Ce professeur de grec au collège universitaire croyait en la force des lettres classiques dans sa langue maternelle, héritage des métissages culturels qui font un pays. Les grandes œuvres de l’Antiquité trouvaient grâce à ses yeux éclairés. Georges avait conscience que ses propres mots naissaient des écrits de ces auteurs qui le passionnaient autant par leur histoire qu’avec leur sens. Que ne prenait-il toujours soin de nourrir son insatiable appétit! Georges avait soumis de nombreuses traductions jusqu’à ce qu’un éditeur crut en ses mots. Pourquoi, en effet, ne pas tenter une nouvelle approche des textes anciens? Le professeur souriait de deviner les grimaces de ses fils devant les caractères d’une écriture qui leur était étrangère lorsque, lisant les tragédies antiques, il les devinait penchés sur son épaule.

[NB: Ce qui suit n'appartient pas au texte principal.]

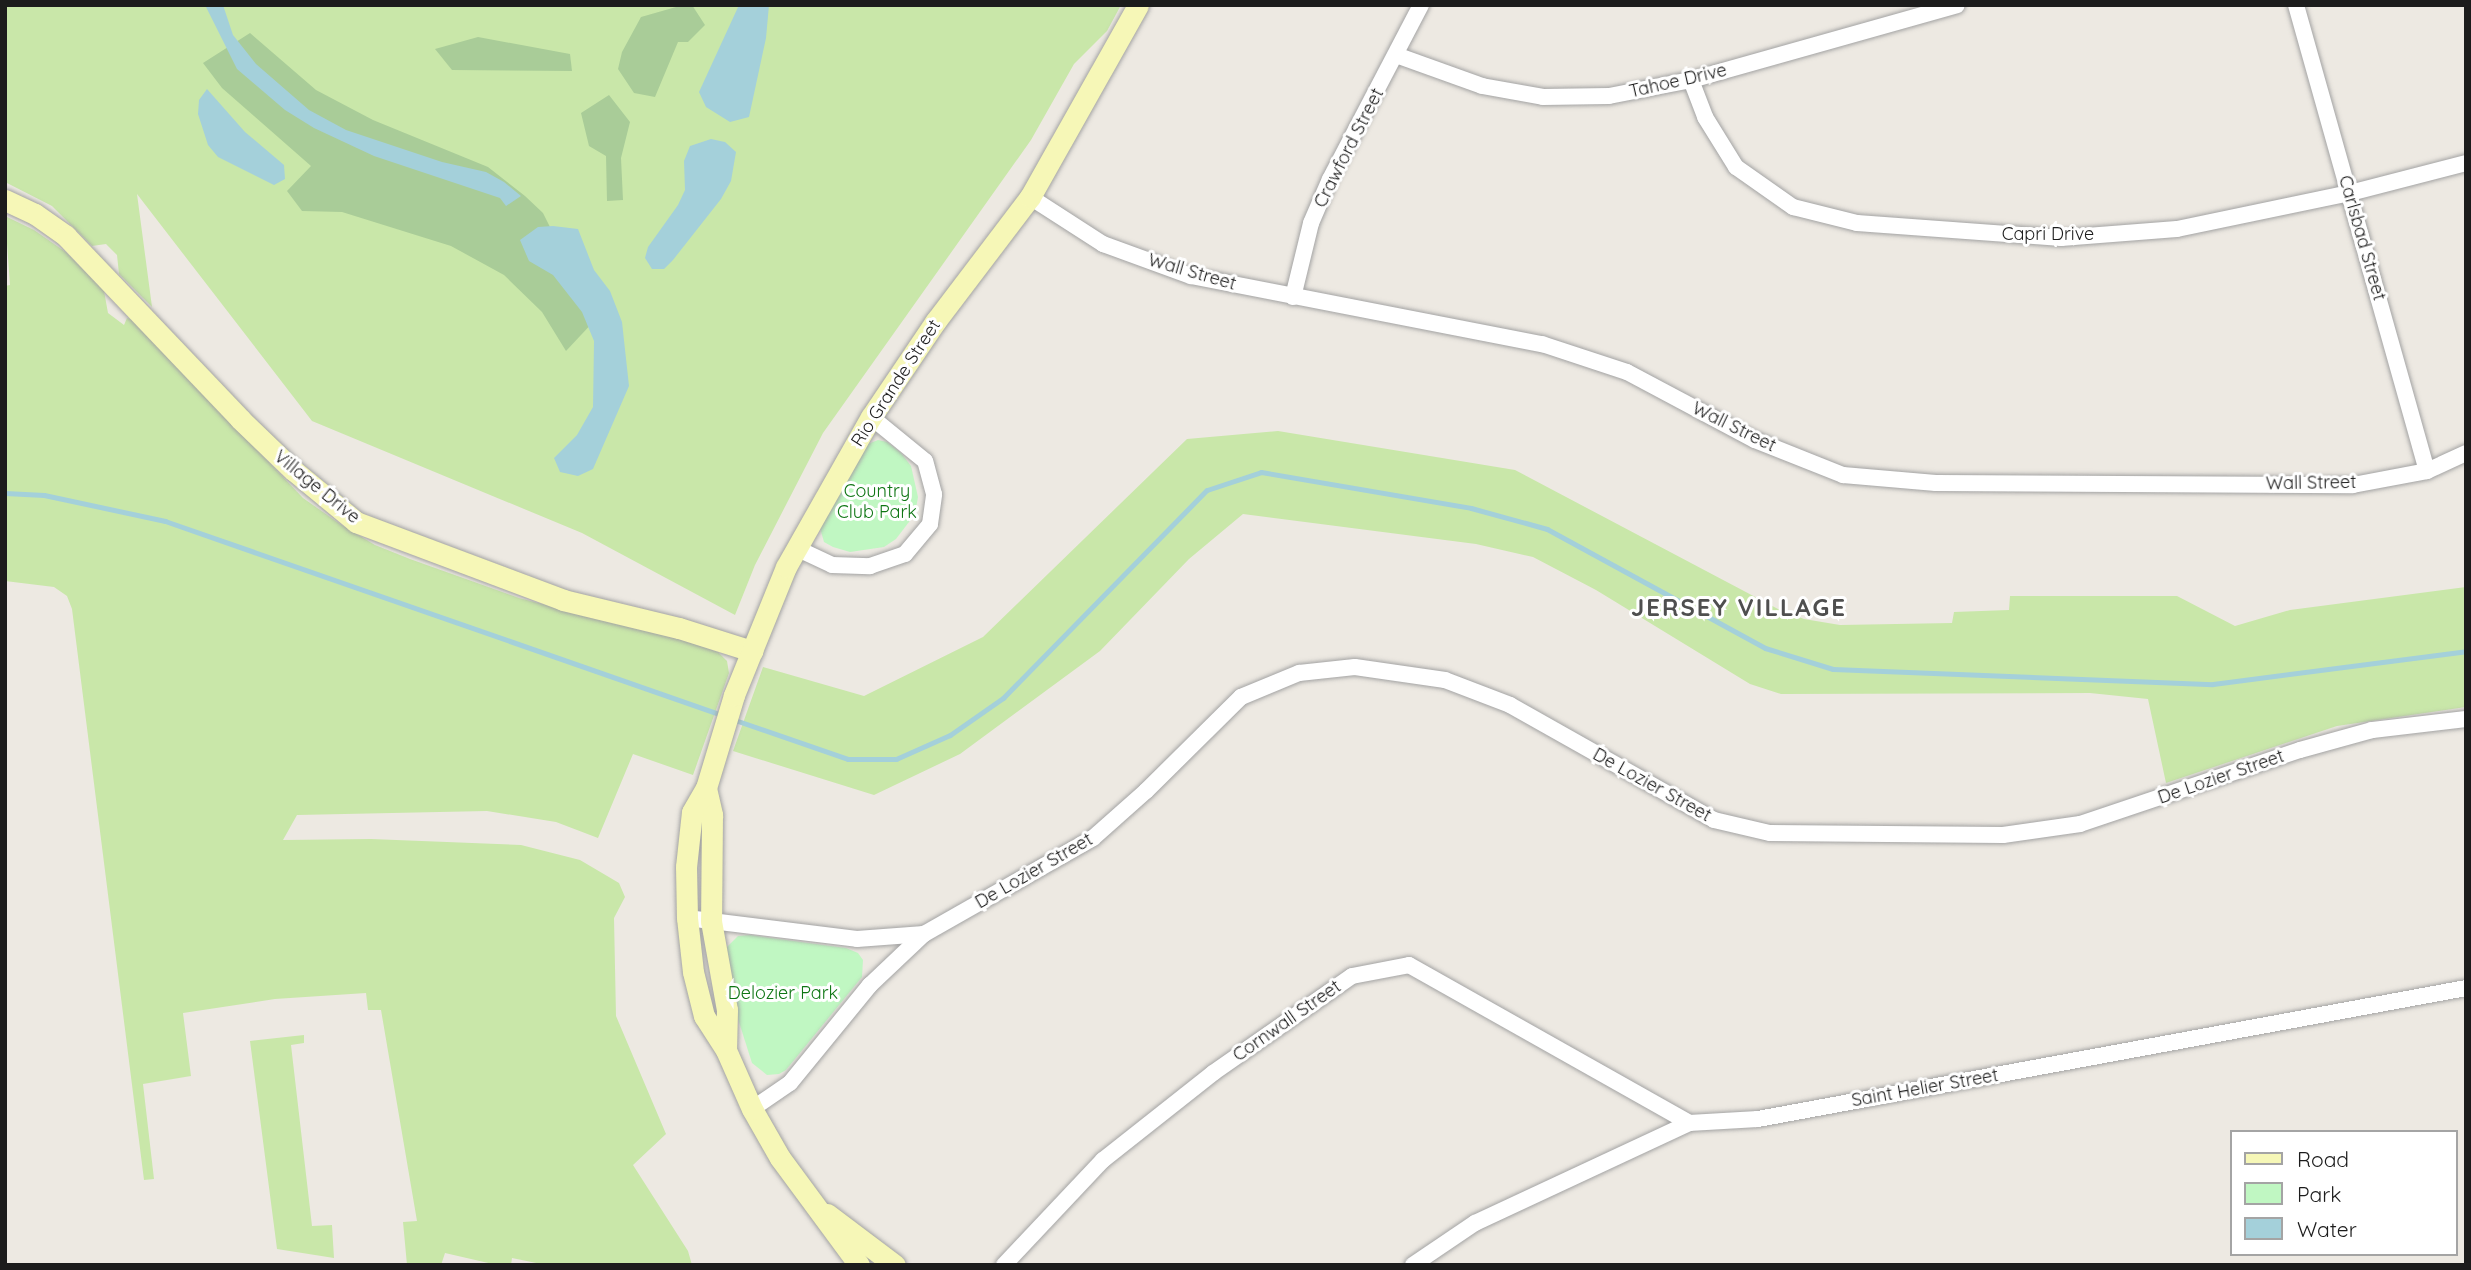 <!DOCTYPE html>
<style>
body{margin:0}
#map{position:relative;width:2471px;height:1270px;overflow:hidden;background:#ede9e2;font-family:Quicksand,sans-serif}
div>[style]{position:absolute}
.grass>*{inset:0;background:#c9e7a9}
.forest>*{inset:0;background:#a9cc98}
.park>*{inset:0;background:#c0f7c2}
.water>*{inset:0;background:#a4d0da}
.stream>*{height:5px;margin:-2.5px;padding:0 2.5px;transform-origin:2.5px;border-radius:2.5px;background:#a4d0da}
.roads{filter:drop-shadow(0 0 2px #a3a3a3) drop-shadow(0 0 2px #a3a3a3)}
.street>*{height:16px;margin:-8px;padding:0 8px;transform-origin:8px;border-radius:8px;background:#fff}
.secondary>*{height:21px;margin:-10.5px;padding:0 10.5px;transform-origin:10.5px;border-radius:10.5px;background:#f6f7b7}
span{translate:-50% -50%;white-space:nowrap;text-align:center;line-height:1.15;-webkit-text-stroke:6px #fff;paint-order:stroke}
.street-label{font-size:18px;color:#1c1c1c}
.park-label{font-size:18px;color:#0f7614}
.district-label{font-size:24px;color:#4f4f4f;font-weight:700;letter-spacing:2px}
.frame{position:absolute;inset:0;border:7px solid #1c1c1c;pointer-events:none}
.legend{position:absolute;left:2230px;top:1130px;width:228px;height:126px;box-sizing:border-box;background:#fff;border:2px solid #a4a4a4;margin:0;padding:9px 12px;list-style:none;font-size:21px;color:#1c1c1c}
.legend li{display:flex;align-items:center;gap:14px;height:35px}
.legend b{width:35px;border:2px solid #a4a4a4}
</style>
<div id="map">
<div class="grass">
<div style="clip-path:polygon(5px 5px,1121px 5px,1107px 31px,1074px 64px,1031px 140px,823px 433px,755px 565px,735px 615px,582px 533px,312px 421px,137px 194px,152px 307px,119px 274px,117px 255px,106px 244px,92px 246px,52px 206px,5px 182px)"></div>
<div style="clip-path:polygon(5px 216px,34px 230px,67px 253px,104px 291px,108px 313px,124px 325px,127px 318px,132px 319px,303px 498px,340px 524px,375px 545px,410px 559px,519px 598px,686px 641px,718px 652px,727px 661px,729px 673px,693px 775px,633px 754px,598px 838px,556px 822px,487px 811px,297px 815px,283px 840px,371px 839px,521px 845px,580px 860px,619px 883px,625px 897px,614px 918px,616px 1016px,666px 1134px,633px 1165px,688px 1251px,692px 1265px,546px 1265px,512px 1258px,511px 1265px,497px 1265px,445px 1253px,441px 1265px,407px 1265px,403px 1222px,417px 1221px,381px 1010px,368px 1010px,366px 993px,275px 999px,183px 1013px,191px 1076px,143px 1084px,154px 1179px,144px 1180px,72px 609px,67px 596px,54px 587px,5px 581px,5px 286px,10px 285px)"></div>
<div style="clip-path:polygon(1278px 431px,1515px 470px,1778px 609px,1804px 619px,1840px 625px,1952px 623px,1954px 612px,2009px 610px,2010px 596px,2177px 596px,2235px 626px,2290px 610px,2466px 587px,2466px 707px,2337px 726px,2166px 783px,2148px 699px,2090px 693px,1781px 694px,1750px 684px,1596px 590px,1533px 557px,1476px 544px,1243px 514px,1189px 559px,1100px 651px,960px 754px,874px 795px,733px 751px,763px 667px,864px 696px,983px 637px,1187px 439px)"></div>
<div style="clip-path:polygon(304px 1035px,304px 1043px,291px 1045px,312px 1226px,332px 1225px,334px 1258px,277px 1249px,250px 1041px)"></div>
</div>
<div class="forest">
<div style="clip-path:polygon(683px 5px,692px 5px,705px 25px,688px 42px,678px 42px,655px 97px,634px 93px,618px 69px,622px 52px,641px 17px)"></div>
<div style="clip-path:polygon(250px 33px,316px 90px,373px 120px,488px 167px,525px 196px,543px 213px,596px 319px,566px 351px,542px 312px,504px 275px,451px 246px,342px 212px,302px 211px,287px 191px,311px 166px,222px 88px,203px 63px)"></div>
<div style="clip-path:polygon(478px 37px,570px 54px,572px 71px,452px 70px,435px 49px)"></div>
<div style="clip-path:polygon(609px 95px,630px 122px,621px 158px,623px 200px,607px 201px,606px 156px,589px 146px,581px 113px)"></div>
</div>
<div class="park">
<div style="clip-path:polygon(878px 440px,887px 442px,901px 453px,911px 466px,918px 497px,915px 514px,896px 539px,884px 547px,850px 552px,833px 547px,824px 542px,820px 528px,860px 453px,868px 444px)"></div>
<div style="clip-path:polygon(750px 935px,846px 948px,858px 953px,863px 960px,862px 977px,786px 1070px,779px 1074px,767px 1075px,752px 1063px,726px 981px,724px 950px,738px 936px)"></div>
</div>
<div class="water">
<div style="clip-path:polygon(205px 5px,223px 5px,233px 35px,256px 64px,309px 110px,346px 130px,442px 162px,486px 172px,504px 182px,521px 196px,506px 206px,500px 198px,374px 156px,314px 128px,285px 110px,237px 69px)"></div>
<div style="clip-path:polygon(739px 5px,769px 5px,766px 38px,749px 117px,730px 122px,706px 107px,699px 92px)"></div>
<div style="clip-path:polygon(207px 89px,245px 132px,284px 165px,285px 179px,274px 185px,218px 157px,208px 145px,198px 114px,199px 100px)"></div>
<div style="clip-path:polygon(711px 139px,725px 142px,736px 152px,731px 181px,721px 199px,673px 260px,664px 269px,652px 269px,645px 258px,648px 247px,678px 205px,685px 190px,684px 161px,690px 146px)"></div>
<div style="clip-path:polygon(553px 226px,578px 229px,594px 270px,610px 291px,622px 322px,629px 386px,593px 469px,578px 476px,560px 472px,554px 458px,577px 435px,593px 407px,594px 341px,582px 312px,553px 275px,529px 261px,520px 240px,538px 227px)"></div>
</div>
<div class="stream">
<div style="left:5px;top:493px;width:39px;rotate:3deg"></div>
<div style="left:44px;top:495px;width:124px;rotate:12.1deg"></div>
<div style="left:165px;top:521px;width:590px;rotate:19.2deg"></div>
<div style="left:732px;top:719px;width:123px;rotate:19deg"></div>
<div style="left:848px;top:759px;width:48px"></div>
<div style="left:896px;top:759px;width:59px;rotate:-24deg"></div>
<div style="left:950px;top:735px;width:65px;rotate:-34.9deg"></div>
<div style="left:1003px;top:698px;width:291px;rotate:-45.6deg"></div>
<div style="left:1207px;top:490px;width:57px;rotate:-18.4deg"></div>
<div style="left:1261px;top:472px;width:213px;rotate:9.7deg"></div>
<div style="left:1471px;top:508px;width:79px;rotate:15.4deg"></div>
<div style="left:1547px;top:529px;width:248px;rotate:28.6deg"></div>
<div style="left:1765px;top:648px;width:71px;rotate:17.2deg"></div>
<div style="left:1833px;top:669px;width:380px;rotate:2.3deg"></div>
<div style="left:2213px;top:684px;width:255px;rotate:-7.4deg"></div>
</div>
<div class="roads">
<div class="street">
<div style="left:2296px;top:5px;width:484px;rotate:74.3deg"></div>
<div style="left:1396px;top:55px;width:91px;rotate:19.8deg"></div>
<div style="left:1482px;top:86px;width:62px;rotate:10.2deg"></div>
<div style="left:1543px;top:97px;width:66px;rotate:-0.9deg"></div>
<div style="left:1609px;top:96px;width:84px;rotate:-11deg"></div>
<div style="left:1691px;top:80px;width:276px;rotate:-15.7deg"></div>
<div style="left:1691px;top:80px;width:40px;rotate:69deg"></div>
<div style="left:1705px;top:117px;width:59px;rotate:58.2deg"></div>
<div style="left:1736px;top:167px;width:70px;rotate:35.1deg"></div>
<div style="left:1793px;top:207px;width:66px;rotate:14deg"></div>
<div style="left:1857px;top:223px;width:205px;rotate:4.2deg"></div>
<div style="left:2061px;top:238px;width:116px;rotate:-4.4deg"></div>
<div style="left:2177px;top:229px;width:177px;rotate:-11.8deg"></div>
<div style="left:2350px;top:193px;width:120px;rotate:-14.5deg"></div>
<div style="left:1030px;top:197px;width:87px;rotate:32.8deg"></div>
<div style="left:1103px;top:244px;width:94px;rotate:20deg"></div>
<div style="left:1191px;top:276px;width:358px;rotate:11deg"></div>
<div style="left:1542px;top:344px;width:89px;rotate:18.2deg"></div>
<div style="left:1627px;top:372px;width:145px;rotate:28deg"></div>
<div style="left:1755px;top:440px;width:95px;rotate:21.7deg"></div>
<div style="left:1843px;top:475px;width:93px;rotate:4.9deg"></div>
<div style="left:1936px;top:483px;width:417px;rotate:0.3deg"></div>
<div style="left:2353px;top:485px;width:75px;rotate:-10.7deg"></div>
<div style="left:2427px;top:471px;width:43px;rotate:-24.8deg"></div>
<div style="left:1293px;top:297px;width:76px;rotate:-76.3deg"></div>
<div style="left:1311px;top:223px;width:48px;rotate:-66.6deg"></div>
<div style="left:1330px;top:179px;width:196px;rotate:-62.4deg"></div>
<div style="left:796px;top:548px;width:40px;rotate:25deg"></div>
<div style="left:832px;top:565px;width:38px;rotate:2deg"></div>
<div style="left:870px;top:566px;width:37px;rotate:-19deg"></div>
<div style="left:905px;top:554px;width:39px;rotate:-50deg"></div>
<div style="left:930px;top:524px;width:30px;rotate:-82deg"></div>
<div style="left:934px;top:494px;width:34px;rotate:-105deg"></div>
<div style="left:925px;top:461px;width:70px;rotate:-140.8deg"></div>
<div style="left:687px;top:918px;width:171px;rotate:7deg"></div>
<div style="left:857px;top:939px;width:67px;rotate:-4.3deg"></div>
<div style="left:924px;top:934px;width:194px;rotate:-29.6deg"></div>
<div style="left:1093px;top:838px;width:71px;rotate:-41.6deg"></div>
<div style="left:1146px;top:791px;width:134px;rotate:-44.7deg"></div>
<div style="left:1241px;top:697px;width:63px;rotate:-22.5deg"></div>
<div style="left:1299px;top:673px;width:56px;rotate:-6.1deg"></div>
<div style="left:1355px;top:667px;width:91px;rotate:8.2deg"></div>
<div style="left:1445px;top:680px;width:70px;rotate:21deg"></div>
<div style="left:1510px;top:705px;width:234px;rotate:29.4deg"></div>
<div style="left:1714px;top:820px;width:57px;rotate:13.1deg"></div>
<div style="left:1770px;top:833px;width:233px;rotate:0.5deg"></div>
<div style="left:2003px;top:835px;width:78px;rotate:-8.1deg"></div>
<div style="left:2080px;top:824px;width:232px;rotate:-18.6deg"></div>
<div style="left:2300px;top:750px;width:75px;rotate:-15.5deg"></div>
<div style="left:2372px;top:730px;width:95px;rotate:-6.7deg"></div>
<div style="left:752px;top:1109px;width:46px;rotate:-34.4deg"></div>
<div style="left:790px;top:1083px;width:127px;rotate:-50.8deg"></div>
<div style="left:870px;top:985px;width:74px;rotate:-43.4deg"></div>
<div style="left:1004px;top:1265px;width:144px;rotate:-46.7deg"></div>
<div style="left:1103px;top:1160px;width:140px;rotate:-38.3deg"></div>
<div style="left:1213px;top:1073px;width:169px;rotate:-34.9deg"></div>
<div style="left:1352px;top:976px;width:58px;rotate:-10.9deg"></div>
<div style="left:1409px;top:965px;width:322px;rotate:29.4deg"></div>
<div style="left:1413px;top:1265px;width:75px;rotate:-34.1deg"></div>
<div style="left:1475px;top:1223px;width:236px;rotate:-25deg"></div>
<div style="left:1689px;top:1123px;width:69px;rotate:-3.3deg"></div>
<div style="left:1758px;top:1119px;width:720px;rotate:-10.48deg"></div>
</div>
<div class="secondary">
<div style="left:5px;top:200px;width:33px;rotate:25deg"></div>
<div style="left:35px;top:214px;width:38px;rotate:35deg"></div>
<div style="left:66px;top:236px;width:253px;rotate:46.4deg"></div>
<div style="left:240px;top:419px;width:74px;rotate:43.9deg"></div>
<div style="left:293px;top:470px;width:82px;rotate:39.5deg"></div>
<div style="left:356px;top:522px;width:221px;rotate:20.6deg"></div>
<div style="left:563px;top:600px;width:119px;rotate:13.6deg"></div>
<div style="left:679px;top:628px;width:77px;rotate:17.5deg"></div>
<div style="left:706px;top:788px;width:28px;rotate:77deg"></div>
<div style="left:712px;top:815px;width:106px;rotate:90.5deg"></div>
<div style="left:711px;top:921px;width:90px;rotate:79.8deg"></div>
<div style="left:727px;top:1010px;width:40px;rotate:91.4deg"></div>
<div style="left:827px;top:1214px;width:85px;rotate:36.9deg"></div>
<div style="left:859px;top:1265px;width:133px;rotate:-126.4deg"></div>
<div style="left:780px;top:1158px;width:56px;rotate:-119.7deg"></div>
<div style="left:752px;top:1109px;width:64px;rotate:-113.8deg"></div>
<div style="left:726px;top:1050px;width:40px;rotate:-122.9deg"></div>
<div style="left:704px;top:1016px;width:45px;rotate:-104deg"></div>
<div style="left:693px;top:972px;width:54px;rotate:-96.3deg"></div>
<div style="left:687px;top:918px;width:51px;rotate:-91.1deg"></div>
<div style="left:686px;top:867px;width:55px;rotate:-83.8deg"></div>
<div style="left:692px;top:812px;width:28px;rotate:-60deg"></div>
<div style="left:706px;top:788px;width:97px;rotate:-73.2deg"></div>
<div style="left:734px;top:695px;width:138px;rotate:-67.9deg"></div>
<div style="left:786px;top:567px;width:172px;rotate:-60.5deg"></div>
<div style="left:871px;top:417px;width:115px;rotate:-56deg"></div>
<div style="left:935px;top:322px;width:157px;rotate:-52.8deg"></div>
<div style="left:1030px;top:197px;width:220px;rotate:-60.6deg"></div>
</div>
</div>
<div class="street-label">
<span style="left:1678px;top:81px;rotate:-13deg">Tahoe Drive</span>
<span style="left:1349px;top:148px;rotate:-63deg">Crawford Street</span>
<span style="left:2048px;top:234px">Capri Drive</span>
<span style="left:2362px;top:238px;rotate:74deg">Carlsbad Street</span>
<span style="left:1192px;top:272px;rotate:16deg">Wall Street</span>
<span style="left:896px;top:383px;rotate:-57deg">Rio Grande Street</span>
<span style="left:1734px;top:427px;rotate:26deg">Wall Street</span>
<span style="left:2311px;top:483px;rotate:-1deg">Wall Street</span>
<span style="left:317px;top:487px;rotate:39deg">Village Drive</span>
<span style="left:2221px;top:777px;rotate:-19deg">De Lozier Street</span>
<span style="left:1652px;top:785px;rotate:29deg">De Lozier Street</span>
<span style="left:1034px;top:871px;rotate:-30deg">De Lozier Street</span>
<span style="left:1287px;top:1021px;rotate:-35deg">Cornwall Street</span>
<span style="left:1925px;top:1088px;rotate:-10deg">Saint Helier Street</span>
</div>
<div class="park-label">
<span style="left:877px;top:502px">Country<br>Club Park</span>
<span style="left:783px;top:993px">Delozier Park</span>
</div>
<div class="district-label">
<span style="left:1739px;top:608px">JERSEY VILLAGE</span>
</div>
<div class="frame"></div>
<ul class="legend">
<li><b style="height:9px;background:#f6f7b7"></b>Road</li>
<li><b style="height:19px;background:#c0f7c2"></b>Park</li>
<li><b style="height:19px;background:#a4d0da"></b>Water</li>
</ul>
</div>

À eux, Georges léguait son nom.

Jacques avait appris le respect de son devoir d’homme et de citoyen; celui-ci se souvenait de la main de Georges sur son épaule lorsqu’il avait été reçu au certificat d’études – ce jour-là, le garçon s’était senti grandir dans sa reconnaissance –. Voir l’aîné de ses enfants s’intéresser à la médecine ne privait aucunement le professeur de lui transmettre le goût des lettres. Tous deux parlaient peu ensemble; le savoir de l’un allait à l’autre par des gestes fins et méticuleux que seules les habitudes enseignent.


— Père, que faites-vous?

Georges cessa de frotter une paire de vieux brodequins, puis leva les yeux vers sa fille. Était-il un bon patriote, lui qui risquait de la laisser orpheline alors qu’elle n’avait déjà plus de mère? La voir grandir le rendait sincèrement fier; aussi nourrissait-il à son égard de tendres sentiments. Jamais l’un et l’autre n’avaient été séparés.

À cette pensée, le professeur soupira.

— L’armée demande à tous les réservistes d’apporter leurs souliers.

— Vous croyez à la guerre, n’est-ce pas?

— La France se met en route, ce n’est qu’une question de jours; elle n’est pourtant pas prête à se battre. Un long silence prit place.

— Les Allemands sont-ils aussi vils que les gens le disent?

Sur la porte de la mairie, devant le bureau de poste, Aurélie lut partout la même réponse.